# Law, Order, and Algorithms
## Introduction to `R`

In [0]:
# Some initial setup
options(digits = 3)

### `R` basics

#### Assignment

The convention for assigning values to variables in `R` is an arrow (`<-`), where the direction of the arrow indicates the direction of assignment.
For example, if we want to assign the value `12` to a variable named `A`,

In [0]:
A <- 12   # This works
print(A)  # ... and this statement shows us ("prints") the value currently assigned to A
12 -> A   # So does this
print(A)

The more "standard" assignment using equal sign (`=`) also works, but _only for assignment to the left_. In other words

In [0]:
A = 12  # This works

In [0]:
12 = A  # But this doesn't!

#### Vectors

The native unit for variables in `R` is a vector.
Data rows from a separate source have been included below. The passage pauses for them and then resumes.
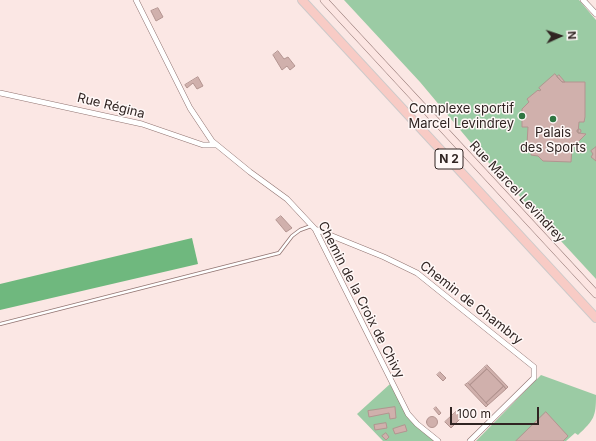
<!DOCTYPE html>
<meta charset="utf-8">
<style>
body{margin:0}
#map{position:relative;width:596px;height:441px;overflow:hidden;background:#fbe7e4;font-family:Inter,sans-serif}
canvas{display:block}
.north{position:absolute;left:540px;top:16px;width:40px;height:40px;-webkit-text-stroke:3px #fff8f7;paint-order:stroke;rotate:87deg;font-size:11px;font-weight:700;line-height:16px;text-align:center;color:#302422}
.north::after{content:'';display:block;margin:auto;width:14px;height:18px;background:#302422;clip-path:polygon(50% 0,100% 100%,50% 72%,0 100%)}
.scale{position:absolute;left:450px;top:407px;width:89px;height:18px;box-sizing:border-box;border:2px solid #302422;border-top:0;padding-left:5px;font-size:12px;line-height:14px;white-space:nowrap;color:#302422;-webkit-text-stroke:3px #fff8f7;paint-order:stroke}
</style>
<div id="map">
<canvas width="596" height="441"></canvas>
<div class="north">N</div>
<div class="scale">100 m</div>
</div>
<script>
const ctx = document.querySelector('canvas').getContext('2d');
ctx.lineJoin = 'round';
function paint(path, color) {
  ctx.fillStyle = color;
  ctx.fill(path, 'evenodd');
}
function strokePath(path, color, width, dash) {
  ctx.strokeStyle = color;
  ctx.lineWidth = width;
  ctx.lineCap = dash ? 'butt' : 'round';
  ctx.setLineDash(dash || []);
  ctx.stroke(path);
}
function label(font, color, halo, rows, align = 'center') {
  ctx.font = font + ' Inter,sans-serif';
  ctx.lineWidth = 3;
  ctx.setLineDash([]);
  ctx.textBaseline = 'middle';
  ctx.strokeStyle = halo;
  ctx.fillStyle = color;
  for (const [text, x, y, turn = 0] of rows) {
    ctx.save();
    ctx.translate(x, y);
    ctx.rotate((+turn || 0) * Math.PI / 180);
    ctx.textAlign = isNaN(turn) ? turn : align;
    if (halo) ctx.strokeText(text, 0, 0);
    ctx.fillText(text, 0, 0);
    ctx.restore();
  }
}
paint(new Path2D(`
 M344,0H579L596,20V279L477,150L420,82Z
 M541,375L596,395C596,417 594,420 578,435L575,433L566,441H476Z
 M390,384L409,419L436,441H383L357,414Z`), '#9bcba4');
paint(new Path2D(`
 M192,238L198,264L0,310V284Z`), '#6fb87e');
const building = new Path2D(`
 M158,8L163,17L156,21L151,11Z
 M278,51L284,59L288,57L295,66L290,70L287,66L282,70L273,55Z
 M555,74L562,82H585V117L584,122H579L578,133L586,134L572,148L571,162L543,161L538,156L531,155L532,149L527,144L528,127H522V109L529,102L527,99L538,90L539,91L541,90L539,88Z
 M559,75L565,82H562L557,77Z
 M198,77L203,86L197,89L193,83L187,88L185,85Z
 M577 131a2 2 0 1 1 4 0a2 2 0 1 1-4 0Z
 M596,147V161L591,157L593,154L591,151Z
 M281,216L292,228L286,232L276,220Z
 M487,365L508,387L506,389L485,367Z
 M485,367L487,369L470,385L468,383Z
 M487,369L504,386L486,403L470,385Z
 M440,372L446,378L443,381L437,375Z
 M468,383L488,405L486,407L465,385Z
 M504,386L506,389L488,405L486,403Z
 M395,407L396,418L390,419L389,413L369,417L368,411Z
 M436,407L441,413L439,415L434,409Z
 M457,411L462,417L451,428L445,422Z
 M546,412L568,436L563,441H516Z
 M426.5 422a5.5 5.5 0 1 1 11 0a5.5 5.5 0 1 1-11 0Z
 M386,423L387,428L375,430L374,425Z
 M405,425L407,431L395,434L393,429Z
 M386,433L389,437L386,440L382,436Z`);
paint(building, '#d0b0ac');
strokePath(building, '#b39490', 1);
const lane = new Path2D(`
 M0,324L279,253L292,236L300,230L311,226`);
const street = new Path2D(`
 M136,0L190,108L212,141L250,172L287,199L315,229L408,414L417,424L438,441
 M583,0L596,14
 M0,93L142,124L203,145H216
 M315,229L384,257L417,273L534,367V378L470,441`);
const secondary = new Path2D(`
 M324,0L596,294`);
const primary = new Path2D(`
 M302,0L596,318`);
strokePath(lane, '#907370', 4);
strokePath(street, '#907370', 6);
strokePath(secondary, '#907370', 8);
strokePath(primary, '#cdcaca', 10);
strokePath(lane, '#fff', 2.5);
strokePath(street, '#fff', 5);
strokePath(secondary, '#fce5e2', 7);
strokePath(primary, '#f8cbc5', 8);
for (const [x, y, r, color] of [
 [522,116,4,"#2f7642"],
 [553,119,4,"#2f7642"]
]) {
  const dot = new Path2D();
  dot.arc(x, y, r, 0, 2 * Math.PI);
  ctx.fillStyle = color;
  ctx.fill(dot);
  strokePath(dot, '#fff8f7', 1.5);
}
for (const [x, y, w] of [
 [449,159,28]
]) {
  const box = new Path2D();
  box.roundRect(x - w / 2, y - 10, w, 20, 3);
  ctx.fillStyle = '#fff8f7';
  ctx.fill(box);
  strokePath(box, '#302422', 1);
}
label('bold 12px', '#302422', null, [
 ["N 2",449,159]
]);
label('13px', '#302422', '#fff8f7', [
 ["Rue Régina",111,106,14],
 ["Rue Marcel Levindrey",517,192,47],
 ["Chemin de la Croix de Chivy",361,300,63],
 ["Chemin de Chambry",471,303,38]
]);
label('13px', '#302422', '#fff8f7', [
 ["Complexe sportif",514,109],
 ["Marcel Levindrey",514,124],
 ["Palais",553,133,"center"],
 ["des Sports",553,148,"center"]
], 'right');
</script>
For example, the `A` variable we created above is actually a _vector_ of length 1.
We can create vectors of longer length by `c`ombining multiple values together.

In [0]:
X <- c(1, 2, 3)
print(X)
Y <- c("this", "that", "those")
print(Y)

A `seq`uence of numbers can be created using `seq(from, to, by = 1)`.
In other words, there is a function called `seq()` which takes three arguments, each named `from`, `to`, and `by`. 
The last argument (`by`) is optional, and will be set to `by = 1` if not supplied. 
For example,

In [0]:
seq(1, 5)  # Creates a sequence of 1 to 5

In [0]:
seq(1, 5, 2)  # Creates a sequence of 1 to 5, but in steps of 2

Since sequences in steps of 1 are created quite often, `R` provides a short-hand notation in the form `from:to`. 
For example,

In [0]:
1:5  # Short-hand notation for generating a sequence of 1 to 5, in increments of 1

Use square braces (`[]`) to index a vector (the first element is at index `1`, _not_ `0`)

In [0]:
X <- c(10, 11, 12, 13)
X[1]

Note that you _can_ index a value that is larger than the length of the vector. 
`R` will NOT fail, but return a special value called `NA`.

In [0]:
X[500000]

In `R`, a _negative_ index is used to _exclude_ elements.

In [0]:
X[-1]  # This will return all but the first element of X

A vector can also be used to index multiple elements of another vector.
For example, if you want the second and fourth elements of `X`,

In [0]:
ind <- c(2, 4)  # A vector that we create for the sole purpose of indexing another vector, X
X[ind]          # We get the second and fourth elements of X, because ind = (2, 4)

#### Exercise: vector
Create a sequence of numbers from 5 to 10, and then select the numbers 6, 7, and 8 from this sequence.

In [0]:
# WRITE CODE HERE


#### Vector operations

Vector are a native data structure in `R`, and many operations are "vectorized", meaning that they work directly on vectors.
Basic math operations are done element-wise.

In [0]:
A <- c(1, 2)
B <- c(6, 2)

A + B  # == c(1 + 6, 2 + 2)

In [0]:
A - B  # == c(1 - 6, 2 - 2)

In [0]:
A * B  # == c(1 * 6, 2 * 2)

In [0]:
B / A  # == c(6 / 1, 2 / 2)

In [0]:
B^2  # == c(6*6, 2*2)

Comparisons are also done element-wise

In [0]:
A == B  # == c(1 == 6, 2 == 2)

Note the double equal sign (`==`) for comparing equality! (One equal sign would be assignment.)

In [0]:
A < B  # == c(1 < 6, 2 < 2)

There are many functions in `R` that operate on units of vectors. 
Some examples are:

In [0]:
X <- c(0.1, 1, 10, 100)
log(X)  # Element-wise log

In [0]:
exp(X)  # Element-wise exponential

In [0]:
sqrt(X)  # Element-wise square-root

In [0]:
mean(X)  # Mean

In [0]:
sd(X)  # (Sample) standard deviation

In [0]:
var(X)  # (Sample) variance

In [0]:
max(X)  # Maximum value

In [0]:
min(X)  # Minimum value

In [0]:
median(X)  # Median value

In [0]:
sum(X)  # Sum of all values

In [0]:
prod(X)  # Product of all values

In [0]:
quantile(X, probs = c(.1, .5, .9))  # Quantile at specified probs

In [0]:
length(X)  # Length of vector

#### Exercise: vector operations

Generate a sequence of 1,000 random numbers between 0 and 1, and calculate their
1. mean
2. variance
3. 25%, 50%, and 75% quantile

Hint: you can use `runif(n)` to generate n random numbers between 0 and 1.

In [0]:
# WRITE CODE HERE


#### Strings

Use the `paste` function to concatenate two or more strings. 
Numerical values are automatically converted to strings.

In [0]:
paste("One plus one equals", 1 + 1, ".")

The `paste()` function has an optional `sep` argument, which you can use to specify how the different strings are `paste`d together.

In [0]:
paste("One plus one", 1 + 1, sep = " = ")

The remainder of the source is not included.